Brief - Every entry below needs to be repeated exactly as written.

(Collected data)
▼

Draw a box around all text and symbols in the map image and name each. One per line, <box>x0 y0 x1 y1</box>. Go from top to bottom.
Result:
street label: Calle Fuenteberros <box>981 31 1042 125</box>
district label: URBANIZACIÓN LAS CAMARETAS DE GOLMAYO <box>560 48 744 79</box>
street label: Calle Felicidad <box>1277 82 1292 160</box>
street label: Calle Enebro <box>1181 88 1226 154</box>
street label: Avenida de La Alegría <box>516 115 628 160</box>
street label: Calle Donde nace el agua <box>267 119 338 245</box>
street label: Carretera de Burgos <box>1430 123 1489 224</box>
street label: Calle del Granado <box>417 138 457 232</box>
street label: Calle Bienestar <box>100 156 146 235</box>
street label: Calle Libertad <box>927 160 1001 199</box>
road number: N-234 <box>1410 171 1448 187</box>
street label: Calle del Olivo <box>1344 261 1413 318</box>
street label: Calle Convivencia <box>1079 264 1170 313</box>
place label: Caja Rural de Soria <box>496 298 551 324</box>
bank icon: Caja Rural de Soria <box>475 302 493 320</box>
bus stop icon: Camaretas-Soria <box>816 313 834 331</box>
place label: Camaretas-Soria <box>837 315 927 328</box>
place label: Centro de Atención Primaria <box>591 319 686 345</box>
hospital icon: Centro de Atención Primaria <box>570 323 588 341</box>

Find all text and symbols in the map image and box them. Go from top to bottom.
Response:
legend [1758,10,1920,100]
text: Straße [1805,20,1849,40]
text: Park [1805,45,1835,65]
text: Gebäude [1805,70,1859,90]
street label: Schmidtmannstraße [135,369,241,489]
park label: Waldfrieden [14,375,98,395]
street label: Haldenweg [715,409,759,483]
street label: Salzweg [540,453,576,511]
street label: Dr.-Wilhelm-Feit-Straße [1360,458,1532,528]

▲

Answer below -
Draw a box around all text and symbols in the map image and name each. One per line, <box>x0 y0 x1 y1</box>. Go from top to bottom.
Result:
street label: Calle Fuenteberros <box>981 31 1042 125</box>
district label: URBANIZACIÓN LAS CAMARETAS DE GOLMAYO <box>560 48 744 79</box>
street label: Calle Felicidad <box>1277 82 1292 160</box>
street label: Calle Enebro <box>1181 88 1226 154</box>
street label: Avenida de La Alegría <box>516 115 628 160</box>
street label: Calle Donde nace el agua <box>267 119 338 245</box>
street label: Carretera de Burgos <box>1430 123 1489 224</box>
street label: Calle del Granado <box>417 138 457 232</box>
street label: Calle Bienestar <box>100 156 146 235</box>
street label: Calle Libertad <box>927 160 1001 199</box>
road number: N-234 <box>1410 171 1448 187</box>
street label: Calle del Olivo <box>1344 261 1413 318</box>
street label: Calle Convivencia <box>1079 264 1170 313</box>
place label: Caja Rural de Soria <box>496 298 551 324</box>
bank icon: Caja Rural de Soria <box>475 302 493 320</box>
bus stop icon: Camaretas-Soria <box>816 313 834 331</box>
place label: Camaretas-Soria <box>837 315 927 328</box>
place label: Centro de Atención Primaria <box>591 319 686 345</box>
hospital icon: Centro de Atención Primaria <box>570 323 588 341</box>

Find all text and symbols in the map image and box them. Go from top to bottom.
Response:
legend [1758,10,1920,100]
text: Straße [1805,20,1849,40]
text: Park [1805,45,1835,65]
text: Gebäude [1805,70,1859,90]
street label: Schmidtmannstraße [135,369,241,489]
park label: Waldfrieden [14,375,98,395]
street label: Haldenweg [715,409,759,483]
street label: Salzweg [540,453,576,511]
street label: Dr.-Wilhelm-Feit-Straße [1360,458,1532,528]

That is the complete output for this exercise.